--- What the task requires ---
Could you copy every line of the data that contains "white"?

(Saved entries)
§
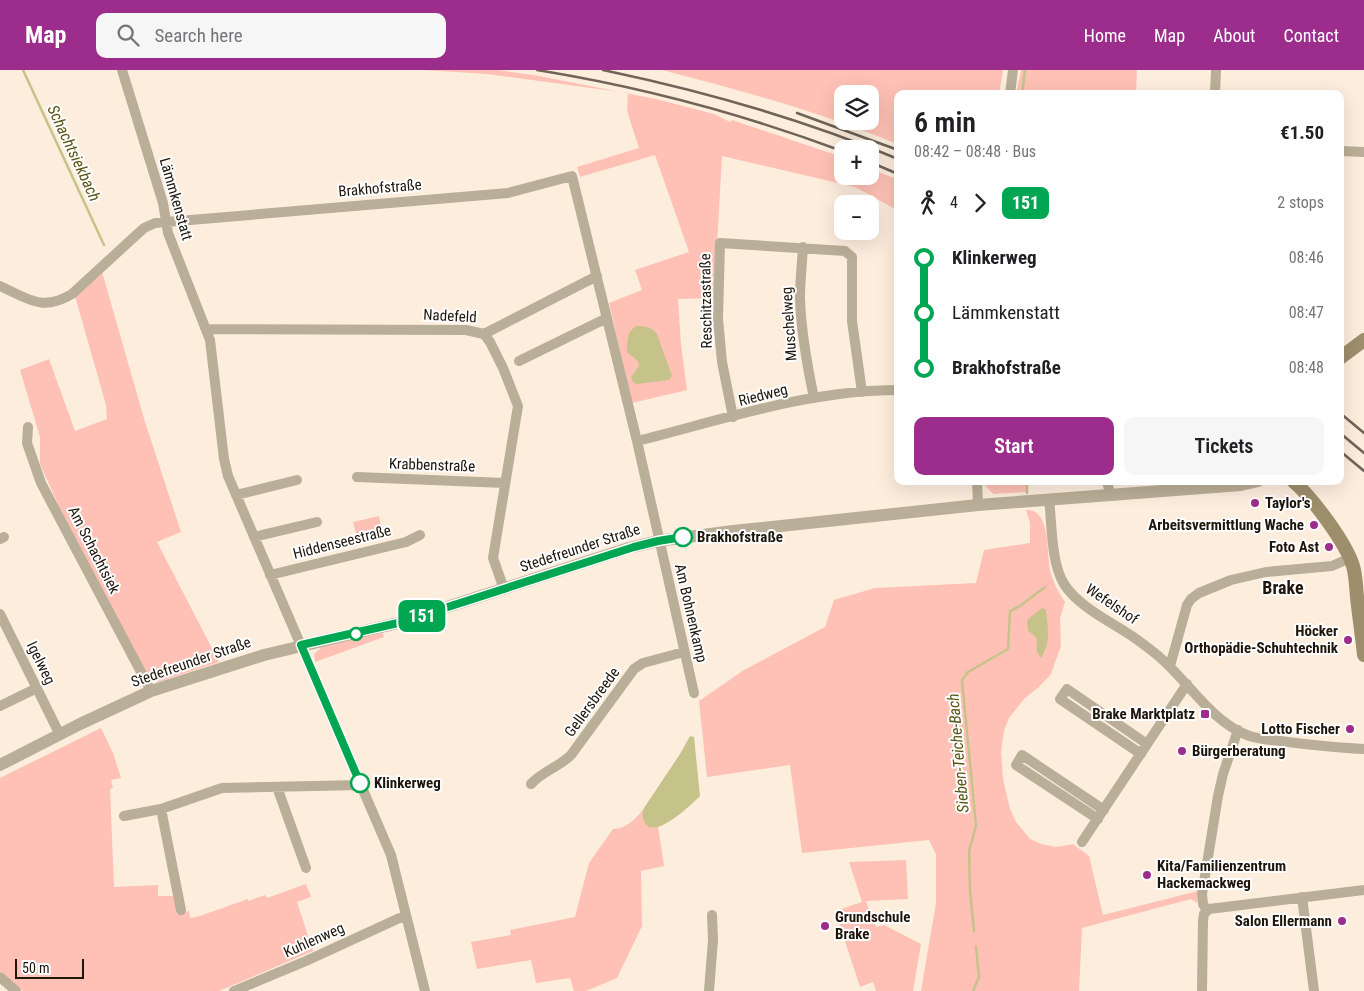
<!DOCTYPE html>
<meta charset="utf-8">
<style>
:root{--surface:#fff;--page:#f6f6f6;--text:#202124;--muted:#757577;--accent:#9d2d8c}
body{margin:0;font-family:"Roboto Condensed",sans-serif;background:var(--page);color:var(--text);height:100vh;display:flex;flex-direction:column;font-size:19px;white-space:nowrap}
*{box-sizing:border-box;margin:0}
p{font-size:16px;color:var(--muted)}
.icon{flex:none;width:28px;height:28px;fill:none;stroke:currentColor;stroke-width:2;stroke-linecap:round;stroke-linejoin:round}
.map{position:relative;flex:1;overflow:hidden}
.side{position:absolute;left:894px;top:20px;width:450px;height:395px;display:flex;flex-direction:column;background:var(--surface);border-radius:10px;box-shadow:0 5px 20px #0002}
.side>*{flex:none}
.badge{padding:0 10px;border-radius:8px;font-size:18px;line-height:32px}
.buttons{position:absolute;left:834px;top:15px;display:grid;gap:10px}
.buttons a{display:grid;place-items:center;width:45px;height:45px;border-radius:10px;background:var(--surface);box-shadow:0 5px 20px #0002;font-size:25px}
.scale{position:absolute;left:15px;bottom:12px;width:69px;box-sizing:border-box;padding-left:5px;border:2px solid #1e150b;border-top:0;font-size:14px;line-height:18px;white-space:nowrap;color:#1e150b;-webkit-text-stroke:4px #fefefe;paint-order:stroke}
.map>.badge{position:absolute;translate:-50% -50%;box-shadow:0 0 0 2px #fff}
.legs{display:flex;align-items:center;gap:8px;height:55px;padding:0 20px;font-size:16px}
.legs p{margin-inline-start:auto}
.headline{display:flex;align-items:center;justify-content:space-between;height:85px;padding:0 20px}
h1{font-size:28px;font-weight:600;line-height:38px}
.primary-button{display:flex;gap:10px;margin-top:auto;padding:10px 20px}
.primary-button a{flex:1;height:58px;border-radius:10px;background:var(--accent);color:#fff;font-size:20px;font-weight:600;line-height:58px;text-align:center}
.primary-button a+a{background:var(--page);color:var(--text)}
ul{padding:0 20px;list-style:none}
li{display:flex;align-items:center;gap:18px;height:55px;font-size:19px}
li i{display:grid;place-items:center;width:8px;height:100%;margin:0 6px;background:currentColor}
li i::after{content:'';width:12px;height:12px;margin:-6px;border:4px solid;border-radius:50%;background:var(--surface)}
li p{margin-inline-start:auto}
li:first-child i{background:linear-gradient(#0000 50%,currentColor 0)}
li:last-child i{background:linear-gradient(currentColor 50%,#0000 0)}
header{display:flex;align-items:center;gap:30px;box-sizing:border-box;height:70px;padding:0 25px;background:var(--accent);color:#fff}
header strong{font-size:24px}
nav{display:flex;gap:28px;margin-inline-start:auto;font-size:18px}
.search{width:350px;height:45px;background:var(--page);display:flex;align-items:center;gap:12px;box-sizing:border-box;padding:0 18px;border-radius:10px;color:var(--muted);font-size:19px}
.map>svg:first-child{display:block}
.green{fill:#ffc1b5;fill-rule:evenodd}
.water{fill:#c6c38a}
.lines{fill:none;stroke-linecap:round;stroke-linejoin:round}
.stream{stroke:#c6c38a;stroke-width:2.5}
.minor{stroke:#b9ae97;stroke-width:10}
.tertiary{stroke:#b9ae97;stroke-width:12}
.secondary{stroke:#9d8e6c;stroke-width:14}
.rail{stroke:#6f6458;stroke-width:2.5}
.line-1-casing{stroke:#fff;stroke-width:11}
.line-1{stroke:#00a651;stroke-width:8}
.poi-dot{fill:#9d2d8c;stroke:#fefefe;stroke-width:2}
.stop-1-dot{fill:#fff;stroke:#00a651;stroke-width:2.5}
.labels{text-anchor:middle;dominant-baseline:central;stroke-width:4;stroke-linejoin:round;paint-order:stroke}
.street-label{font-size:15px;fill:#1e150b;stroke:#fefefe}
.poi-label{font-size:15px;font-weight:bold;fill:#1e150b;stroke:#fefefe;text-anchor:end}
.stop-label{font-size:15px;font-weight:bold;fill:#1e150b;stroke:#fefefe;text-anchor:start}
.water-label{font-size:16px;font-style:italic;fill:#5a5513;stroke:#fefefe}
.quarter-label{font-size:18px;font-weight:bold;fill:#1e150b;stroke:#fefefe}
</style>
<header>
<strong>Map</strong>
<div class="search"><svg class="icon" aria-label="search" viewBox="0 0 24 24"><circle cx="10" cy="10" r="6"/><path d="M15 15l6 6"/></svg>Search here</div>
<nav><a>Home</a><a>Map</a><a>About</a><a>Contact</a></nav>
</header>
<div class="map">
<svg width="1364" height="921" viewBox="0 0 1364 921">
<rect width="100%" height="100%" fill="#fdeddd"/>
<path class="green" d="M423,0H498L539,6L656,29L714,44L730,52L732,50L842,87V106H870V99L897,109V140L855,117L722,86L714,228L678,229L681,275L687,320L632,333L609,233L642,220L635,200L689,182L655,85L580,107L577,97L639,78L627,41L628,23L487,4Z
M662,0H1003L999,24H898L897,74C822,42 742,21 662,0ZM842,24H870V51H842Z
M1021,0H1137L1136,24H1016Z
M102,202L145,352L181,462L157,472L219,592L158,612L150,610L62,443L40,394V367L20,300L49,289L75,361L107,349L106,335L75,226Z
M983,411H1027L1026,422L994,424L988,419Z
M1026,440C1052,438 1046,486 1051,504C1054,514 1059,523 1065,532L1060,548L1061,576L1051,604L1039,617L1025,628L1009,648L1004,661L1001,682L1003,709L1010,739L1016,752L1030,769L1041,774L1056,777L1073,774L1089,786L1103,845L1198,821L1197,833L1191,829L1082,858L1079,921H921L936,833V784L929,770L802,783L790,695L707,707L699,631L744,600L825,557L834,530L875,518L976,513L984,480L1030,473V453Z
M379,446L382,461L357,467L353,452Z
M383,563L384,567L315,592L314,584L322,577Z
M101,658L113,683L121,708L111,710L113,718L110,719L114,817L158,815V826H174L177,844L189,841L190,848L200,846L248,829V831L265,825L267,828L306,814L311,827L297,832L313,881L219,921H23L0,901V708Z
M644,738L643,743L653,758L658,756L664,796L641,801L642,856L617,908L586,921H574L570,908L536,913L531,890L477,899L471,872L511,865L510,860L575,847L589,793L613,759C626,759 637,748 644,738Z
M906,790L908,829L866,831L876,857L884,855L921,874L913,921H876L873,912L860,917L835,841L862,832L849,792Z"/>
<path class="water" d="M637,256C646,256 652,257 657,264L672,306L669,310L637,314L633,312L631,307L639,296L638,291L627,282C627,272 627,260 637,256Z
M1042,538L1046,540C1048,557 1051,573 1041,588C1032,578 1040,570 1035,566C1033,564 1030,563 1028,561L1027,550Z
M690,666L694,667L700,726C692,734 655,770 645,753C642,748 642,743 644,738L680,684Z"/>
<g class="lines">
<path class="stream" d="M23,0L104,175
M1022,24L1025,0
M1027,423V411
M974,861L970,821L969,781L976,756L962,610L968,602L1008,579L1010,541L1020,536L1045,517
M973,921L979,907L976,877"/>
<path class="minor" d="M122,0L163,133L168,163L210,270L224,389L228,406L391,785L425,921
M1010,24L1013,0
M1215,24L1216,0
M1340,81L1364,82
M803,177C802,194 800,211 800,228C801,262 807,295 814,328
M0,216C29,229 42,242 72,224L144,158L155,153L508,123L572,106L637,371L694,623
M206,259L466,260L484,264L490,272L503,298L518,336L493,488L504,519
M484,264L597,206
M519,291L607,248
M733,347L722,292L718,249L720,173L845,181L852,187V251L862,322
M28,357L27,373L41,413L151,621
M637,371C722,350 809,320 898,320
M357,407L505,413
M977,411L978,435
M1107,411L1110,424
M236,425L297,410
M1049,429C1052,454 1051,493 1064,514C1079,538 1116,554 1139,571C1150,579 1162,588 1171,598C1194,621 1216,653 1247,665C1260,670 1275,670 1288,672C1313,675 1339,678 1364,679
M254,467L317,452
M0,469L4,467
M270,505L406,472L420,465
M0,544L60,665
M1170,596L1187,535L1191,529L1199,523L1231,510L1266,502L1332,496L1350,488
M0,636L37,618
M1141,684L1060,629L1067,619L1147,674
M531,714C543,701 559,697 571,685L634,599L643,593L684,582
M277,717L306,798
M161,739L181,840
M124,746L161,739L222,718L361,715
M1098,749L1016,695L1022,685L1104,740
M1082,772L1187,614
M1302,827L1314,921
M1207,841L1203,834L1202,824L1218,726L1223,704L1238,660
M0,907L16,921
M234,921L306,891L406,845
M709,921L713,870L712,845
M1202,921L1203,851L1204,844L1209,839L1364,820"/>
<path class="tertiary" d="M0,695L80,654L151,621L264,585L398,553L629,478L658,471L733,461L978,435L1241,415L1258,411"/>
<path class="secondary" d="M1340,288L1364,270
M1293,411C1312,427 1346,473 1353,496C1356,506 1356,517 1357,527C1359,546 1362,565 1364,585"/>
<path class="rail" d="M537,0C642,17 743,44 842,81
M603,0C703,21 803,49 898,89
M797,43L898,80
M870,92L898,104
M1340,343L1364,363
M1340,363L1364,383
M1340,381L1364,401"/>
</g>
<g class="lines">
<g class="line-1-casing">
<path id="line-1" d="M360,713L301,575L398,553L634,477L658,471L683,467"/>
</g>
<use href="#line-1" class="line-1"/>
</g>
<g class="poi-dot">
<circle cx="1255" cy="433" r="5"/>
<circle cx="1314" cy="455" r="5"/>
<circle cx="1329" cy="477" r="5"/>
<circle cx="1348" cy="570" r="5"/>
<rect x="1200" y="639" width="10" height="10" rx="2.5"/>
<circle cx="1350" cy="659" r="5"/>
<circle cx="1182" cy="681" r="5"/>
<circle cx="1147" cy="805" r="5"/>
<circle cx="1342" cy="851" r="5"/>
<circle cx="825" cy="856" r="5"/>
</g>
<g class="stop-1-dot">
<circle cx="683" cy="467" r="9"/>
<circle cx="356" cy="564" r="6"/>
<circle cx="360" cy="713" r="9"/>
</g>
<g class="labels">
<g class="street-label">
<text transform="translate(380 118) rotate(-5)">Brakhofstraße</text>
<text transform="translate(176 129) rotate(74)">Lämmkenstatt</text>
<text transform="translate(706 231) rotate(-91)">Reschitzastraße</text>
<text transform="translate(450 246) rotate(3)">Nadefeld</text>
<text transform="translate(789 254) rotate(-94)">Muschelweg</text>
<text transform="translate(763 325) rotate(-14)">Riedweg</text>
<text transform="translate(432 395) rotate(2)">Krabbenstraße</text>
<text transform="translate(342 472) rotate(-14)">Hiddenseestraße</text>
<text transform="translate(580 478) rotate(-18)">Stedefreunder Straße</text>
<text transform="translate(94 480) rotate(63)">Am Schachtsiek</text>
<text transform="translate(1112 534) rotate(34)">Wefelshof</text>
<text transform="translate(691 543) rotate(77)">Am Bohnenkamp</text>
<text transform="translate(191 592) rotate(-19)">Stedefreunder Straße</text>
<text transform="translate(41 593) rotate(64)">Igelweg</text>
<text transform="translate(592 632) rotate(-54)">Gellersbreede</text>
<text transform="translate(314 870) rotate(-24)">Kuhlenweg</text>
</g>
<g class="poi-label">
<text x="1265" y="433" text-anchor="start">Taylor's</text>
<text x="1304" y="455">Arbeitsvermittlung Wache</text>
<text x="1319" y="477">Foto Ast</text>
<text x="1338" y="561">Höcker<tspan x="1338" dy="17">Orthopädie-Schuhtechnik</tspan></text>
<text x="1195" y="644">Brake Marktplatz</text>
<text x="1340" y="659">Lotto Fischer</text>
<text x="1192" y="681" text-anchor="start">Bürgerberatung</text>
<text x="1157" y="796" text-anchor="start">Kita/Familienzentrum<tspan x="1157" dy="17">Hackemackweg</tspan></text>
<text x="835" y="847" text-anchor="start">Grundschule<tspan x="835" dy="17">Brake</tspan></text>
<text x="1332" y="851">Salon Ellermann</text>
</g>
<g class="stop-label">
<text x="697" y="467">Brakhofstraße</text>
<text x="374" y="713">Klinkerweg</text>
</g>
<g class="water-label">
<text transform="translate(74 83) rotate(65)">Schachtsiekbach</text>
<text transform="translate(958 683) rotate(-95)">Sieben-Teiche-Bach</text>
</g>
<g class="quarter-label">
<text x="1283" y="517">Brake</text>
</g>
</g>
</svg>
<div class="buttons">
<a><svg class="icon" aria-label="layers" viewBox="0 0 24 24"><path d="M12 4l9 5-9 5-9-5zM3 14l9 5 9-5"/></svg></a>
<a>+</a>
<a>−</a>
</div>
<div class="scale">50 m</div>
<b class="badge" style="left:422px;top:546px;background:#00a651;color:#fff">151</b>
<section class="side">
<div class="headline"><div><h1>6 min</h1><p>08:42 – 08:48 · Bus</p></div><b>€1.50</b></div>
<div class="legs"><svg class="icon" aria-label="walk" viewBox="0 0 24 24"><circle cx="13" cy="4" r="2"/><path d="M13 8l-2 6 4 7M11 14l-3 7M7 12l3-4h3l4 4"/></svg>4<svg class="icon" aria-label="forward" viewBox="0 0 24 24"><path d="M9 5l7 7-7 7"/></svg><b class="badge" style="background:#00a651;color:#fff">151</b><p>2 stops</p></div>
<ul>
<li><i style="color:#00a651"></i><b>Klinkerweg</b><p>08:46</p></li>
<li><i style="color:#00a651"></i><span>Lämmkenstatt</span><p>08:47</p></li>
<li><i style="color:#00a651"></i><b>Brakhofstraße</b><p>08:48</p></li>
</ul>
<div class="primary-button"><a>Start</a><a>Tickets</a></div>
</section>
</div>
§
--- Exercise result ---
body{margin:0;font-family:"Roboto Condensed",sans-serif;background:var(--page);color:var(--text);height:100vh;display:flex;flex-direction:column;font-size:19px;white-space:nowrap}
.scale{position:absolute;left:15px;bottom:12px;width:69px;box-sizing:border-box;padding-left:5px;border:2px solid #1e150b;border-top:0;font-size:14px;line-height:18px;white-space:nowrap;color:#1e150b;-webkit-text-stroke:4px #fefefe;paint-order:stroke}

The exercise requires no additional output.